Fort Detrick Scientist Quarantined After Possible Exposure to Ebola


After possibly exposing herself to the Ebola virus, a U.S. scientist has been placed in a special isolation facility at the U.S. Army Medical Research Institute of Infectious Diseases at Fort Detrick, Md., the Washington Post reported today (see GSN, Dec. 12, 2003).

Working at the Army’s primary biological defense research facility, the researcher accidentally stuck herself with a needle last week while working with mice infected with a weakened form of the Ebola virus.

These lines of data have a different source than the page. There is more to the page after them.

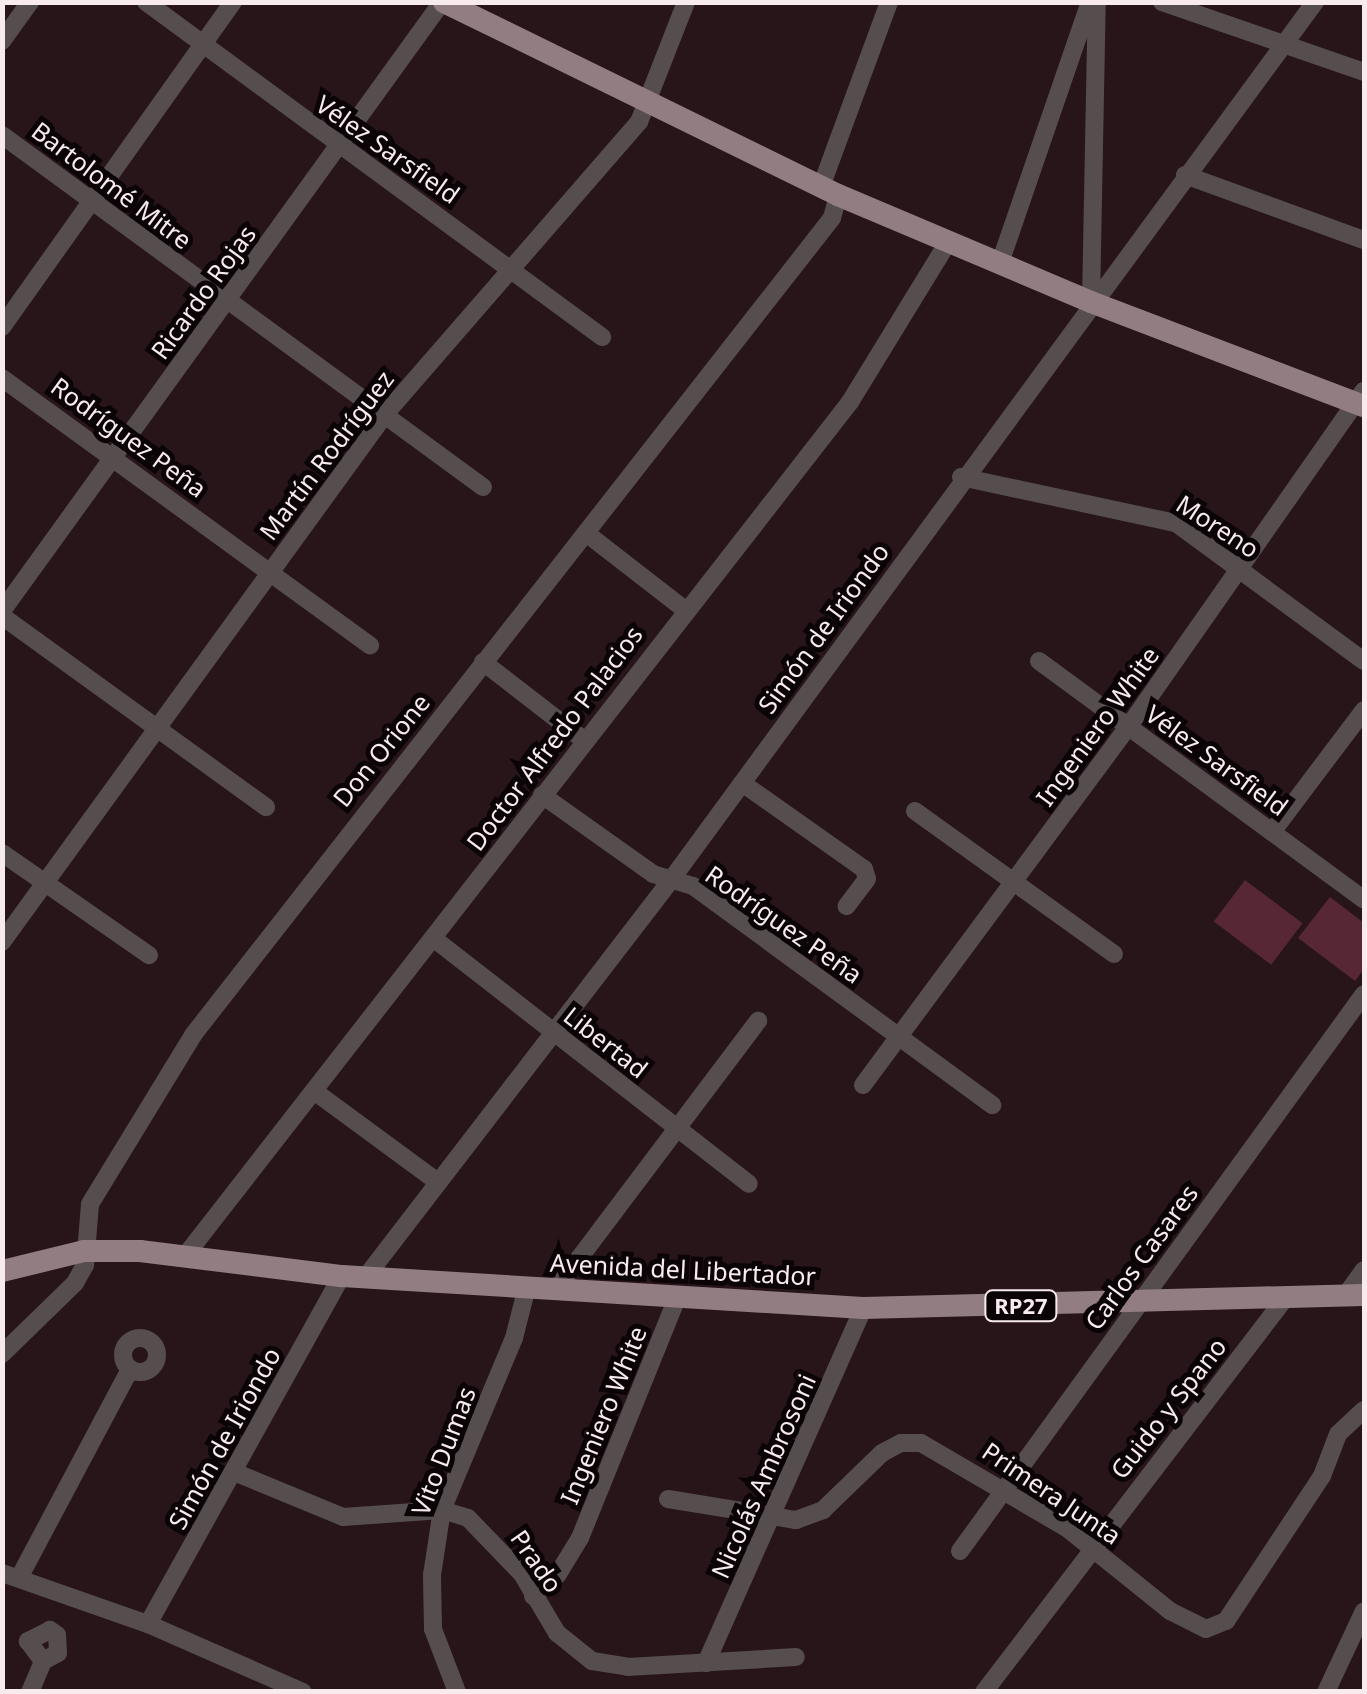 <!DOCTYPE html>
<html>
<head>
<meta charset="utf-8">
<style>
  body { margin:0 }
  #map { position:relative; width:1367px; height:1694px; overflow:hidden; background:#27151a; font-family:"Noto Sans",sans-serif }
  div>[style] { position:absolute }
  .green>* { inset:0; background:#572735; transform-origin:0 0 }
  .minor>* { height:18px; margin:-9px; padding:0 9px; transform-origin:9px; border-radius:9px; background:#564d4f }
  .minor>.ring { margin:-9px; padding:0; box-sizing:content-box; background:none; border:18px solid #564d4f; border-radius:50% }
  .major>* { height:22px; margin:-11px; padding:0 11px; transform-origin:11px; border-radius:11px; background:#927e82 }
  span { translate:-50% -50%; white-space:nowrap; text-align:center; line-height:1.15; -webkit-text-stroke:10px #0b0406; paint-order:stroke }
  .shield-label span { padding:2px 8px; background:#0b0406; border:2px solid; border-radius:8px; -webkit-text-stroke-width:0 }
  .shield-label { font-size:22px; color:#f8ebee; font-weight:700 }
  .street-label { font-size:25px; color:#f8ebee }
  .frame { position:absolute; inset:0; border:5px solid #f8ebee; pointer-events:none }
</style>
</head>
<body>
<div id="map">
  <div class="green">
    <i style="left:1245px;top:880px;width:72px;height:52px;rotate:37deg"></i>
    <i style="clip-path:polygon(1330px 897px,1364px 923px,1364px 969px,1355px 981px,1298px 938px)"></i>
  </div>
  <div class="minor">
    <i style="left:146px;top:2px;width:566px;rotate:36.3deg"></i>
    <i style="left:1162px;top:2px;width:214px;rotate:19.1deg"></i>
    <i style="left:2px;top:41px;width:48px;rotate:-54.3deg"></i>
    <i style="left:2px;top:135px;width:596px;rotate:36.2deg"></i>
    <i style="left:1185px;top:175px;width:190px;rotate:20deg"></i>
    <i style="left:821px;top:187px;width:197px;rotate:-69.8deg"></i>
    <i style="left:1000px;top:263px;width:276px;rotate:-71deg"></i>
    <i style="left:1091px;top:302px;width:300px;rotate:-88.9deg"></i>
    <i style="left:2px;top:327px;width:399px;rotate:-54.6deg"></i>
    <i style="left:2px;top:378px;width:455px;rotate:36deg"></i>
    <i style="left:961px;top:477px;width:220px;rotate:12.1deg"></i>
    <i style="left:1176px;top:523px;width:233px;rotate:36.3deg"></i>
    <i style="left:586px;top:533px;width:124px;rotate:37.8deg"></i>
    <i style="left:2px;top:611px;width:751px;rotate:-54.15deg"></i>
    <i style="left:2px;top:616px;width:326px;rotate:35.9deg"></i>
    <i style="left:1039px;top:661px;width:403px;rotate:36.3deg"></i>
    <i style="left:483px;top:662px;width:128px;rotate:37.7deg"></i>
    <i style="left:742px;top:783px;width:149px;rotate:35.2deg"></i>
    <i style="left:864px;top:869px;width:10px;rotate:73deg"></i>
    <i style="left:867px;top:879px;width:34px;rotate:127deg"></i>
    <i style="left:542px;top:795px;width:136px;rotate:35.4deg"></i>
    <i style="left:653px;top:874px;width:42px;rotate:16.7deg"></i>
    <i style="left:693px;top:886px;width:371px;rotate:36.2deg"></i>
    <i style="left:915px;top:811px;width:245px;rotate:35.7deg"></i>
    <i style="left:1272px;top:832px;width:153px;rotate:-53deg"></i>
    <i style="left:2px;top:853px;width:179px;rotate:34.8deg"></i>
    <i style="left:433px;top:938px;width:400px;rotate:37.9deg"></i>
    <i style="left:2px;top:942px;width:654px;rotate:-54.02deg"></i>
    <i style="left:386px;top:413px;width:386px;rotate:-49deg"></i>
    <i style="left:639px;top:122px;width:129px;rotate:-68.6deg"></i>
    <i style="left:863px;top:1085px;width:447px;rotate:-53.5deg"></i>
    <i style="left:1129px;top:726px;width:409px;rotate:-55deg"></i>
    <i style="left:314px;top:1091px;width:154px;rotate:36.3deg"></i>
    <i style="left:185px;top:1256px;width:1082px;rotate:-52.09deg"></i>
    <i style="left:850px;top:402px;width:188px;rotate:-58.5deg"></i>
    <i style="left:365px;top:1278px;width:502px;rotate:-52.45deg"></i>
    <i style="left:671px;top:880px;width:1089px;rotate:-53.74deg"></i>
    <i style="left:556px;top:1289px;width:336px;rotate:-53deg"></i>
    <i style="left:1345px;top:1296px;width:32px;rotate:-54deg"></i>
    <i class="ring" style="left:123px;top:1338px;width:16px;height:16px"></i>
    <i style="left:2px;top:1354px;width:102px;rotate:-44.2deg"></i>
    <i style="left:75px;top:1283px;width:21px;rotate:-61deg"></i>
    <i style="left:85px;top:1265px;width:61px;rotate:-85.3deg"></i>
    <i style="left:90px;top:1204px;width:198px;rotate:-58.6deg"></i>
    <i style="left:193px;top:1035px;width:1037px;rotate:-51.97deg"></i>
    <i style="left:832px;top:218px;width:24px;rotate:-75deg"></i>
    <i style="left:234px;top:1472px;width:118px;rotate:22.4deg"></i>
    <i style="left:343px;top:1517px;width:99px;rotate:-4deg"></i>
    <i style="left:442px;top:1510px;width:27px;rotate:17deg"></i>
    <i style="left:468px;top:1518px;width:78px;rotate:46deg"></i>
    <i style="left:522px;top:1574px;width:69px;rotate:59.3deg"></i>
    <i style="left:557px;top:1633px;width:45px;rotate:38.7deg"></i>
    <i style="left:592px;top:1661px;width:36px;rotate:9deg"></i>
    <i style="left:628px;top:1667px;width:168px;rotate:-3.4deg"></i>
    <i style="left:668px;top:1499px;width:130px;rotate:9.3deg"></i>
    <i style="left:796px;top:1520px;width:29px;rotate:-20deg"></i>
    <i style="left:823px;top:1510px;width:82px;rotate:-44deg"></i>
    <i style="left:882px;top:1453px;width:21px;rotate:-28deg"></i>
    <i style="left:901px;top:1443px;width:20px"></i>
    <i style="left:921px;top:1443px;width:170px;rotate:30.3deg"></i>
    <i style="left:1068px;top:1529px;width:131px;rotate:38.8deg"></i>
    <i style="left:1170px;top:1611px;width:40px;rotate:26.6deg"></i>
    <i style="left:1206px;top:1629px;width:22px;rotate:-22deg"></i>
    <i style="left:1226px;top:1621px;width:174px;rotate:-56.5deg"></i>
    <i style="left:1322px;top:1476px;width:45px;rotate:-69.1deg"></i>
    <i style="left:1338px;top:1434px;width:35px;rotate:-43deg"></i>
    <i style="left:960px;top:1551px;width:688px;rotate:-54.05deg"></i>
    <i style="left:2px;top:1573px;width:155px;rotate:19.3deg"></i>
    <i style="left:148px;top:1624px;width:169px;rotate:23.7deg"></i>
    <i style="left:19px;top:1578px;width:237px;rotate:-62deg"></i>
    <i style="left:533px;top:1596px;width:33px;rotate:-41deg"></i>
    <i style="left:558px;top:1574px;width:42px;rotate:-58.6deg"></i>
    <i style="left:580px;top:1538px;width:261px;rotate:-68deg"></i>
    <i style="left:148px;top:1624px;width:398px;rotate:-60.9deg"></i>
    <i style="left:706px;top:1663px;width:388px;rotate:-66.1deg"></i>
    <i style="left:30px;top:1692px;width:34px;rotate:-67deg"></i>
    <i style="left:43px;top:1661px;width:17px;rotate:-28deg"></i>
    <i style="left:58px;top:1653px;width:18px;rotate:-93deg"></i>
    <i style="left:57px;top:1635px;width:9px;rotate:-144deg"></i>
    <i style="left:50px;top:1630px;width:25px;rotate:153deg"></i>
    <i style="left:28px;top:1641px;width:25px;rotate:53deg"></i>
    <i style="left:457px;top:1692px;width:67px;rotate:-110.9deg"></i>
    <i style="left:433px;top:1629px;width:54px;rotate:-91.1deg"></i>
    <i style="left:432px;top:1575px;width:66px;rotate:-81.3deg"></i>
    <i style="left:442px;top:1510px;width:186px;rotate:-67.3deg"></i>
    <i style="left:514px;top:1338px;width:53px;rotate:-75.7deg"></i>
    <i style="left:984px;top:1692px;width:496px;rotate:-52.6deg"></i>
    <i style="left:1326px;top:1692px;width:89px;rotate:-64.9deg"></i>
  </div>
  <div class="major">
    <i style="left:444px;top:2px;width:439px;rotate:26.1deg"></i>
    <i style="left:838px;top:195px;width:275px;rotate:22.9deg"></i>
    <i style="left:1091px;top:302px;width:292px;rotate:20.9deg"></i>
    <i style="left:2px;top:1271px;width:84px;rotate:-13.7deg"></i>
    <i style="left:84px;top:1251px;width:56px"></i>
    <i style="left:140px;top:1251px;width:204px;rotate:7.1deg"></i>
    <i style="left:342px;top:1276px;width:522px;rotate:3.51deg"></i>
    <i style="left:863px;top:1308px;width:501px;rotate:-1.49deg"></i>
  </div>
  <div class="shield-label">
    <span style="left:1021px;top:1306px">RP27</span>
  </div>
  <div class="street-label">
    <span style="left:388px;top:149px;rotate:35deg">Vélez Sarsfield</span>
    <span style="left:112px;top:185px;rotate:37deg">Bartolomé Mitre</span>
    <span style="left:203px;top:292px;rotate:-54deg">Ricardo Rojas</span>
    <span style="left:129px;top:437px;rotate:36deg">Rodríguez Peña</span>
    <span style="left:326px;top:455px;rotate:-53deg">Martín Rodríguez</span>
    <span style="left:1218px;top:526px;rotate:33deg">Moreno</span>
    <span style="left:823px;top:628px;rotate:-54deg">Simón de Iriondo</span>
    <span style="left:1097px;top:726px;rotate:-54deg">Ingeniero White</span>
    <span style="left:554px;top:738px;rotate:-53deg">Doctor Alfredo Palacios</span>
    <span style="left:381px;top:750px;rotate:-51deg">Don Orione</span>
    <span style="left:1217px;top:760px;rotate:36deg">Vélez Sarsfield</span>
    <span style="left:784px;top:924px;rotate:35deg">Rodríguez Peña</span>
    <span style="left:606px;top:1042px;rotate:38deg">Libertad</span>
    <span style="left:1141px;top:1257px;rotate:-54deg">Carlos Casares</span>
    <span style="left:683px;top:1269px;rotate:3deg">Avenida del Libertador</span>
    <span style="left:1168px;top:1408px;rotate:-52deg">Guido y Spano</span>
    <span style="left:603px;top:1415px;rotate:-68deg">Ingeniero White</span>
    <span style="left:224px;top:1438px;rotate:-61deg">Simón de Iriondo</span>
    <span style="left:443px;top:1451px;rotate:-69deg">Vito Dumas</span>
    <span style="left:763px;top:1476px;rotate:-66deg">Nicolás Ambrosoni</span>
    <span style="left:1052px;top:1493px;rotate:34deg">Primera Junta</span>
    <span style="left:537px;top:1561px;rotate:55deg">Prado</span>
  </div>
  <div class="frame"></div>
</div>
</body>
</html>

The woman is now under observation in an isolation room at Fort Detrick and has shown no symptoms of Ebola, U.S. Army spokesman Chuck Dasey said. Immediately after the incident, the woman was allowed to go home because there was no risk of her spreading the infection, and she returned the next day to begin isolation, Dasey said.

“She reported the incident appropriately to the clinic, and the staff there discussed it and determined there was no risk in her going home that night,” Dasey said. “If you get the disease and get sick, that’s when you would pass it on to people,” he added.

The incubation period for Ebola lasts up to 21 days, but the woman will be kept in isolation for 30 days, Dasey said. If the woman does become ill with the disease, she will only receive “supportive care” because there is no known cure, he said (Avram Goldstein, Washington Post, Feb. 20).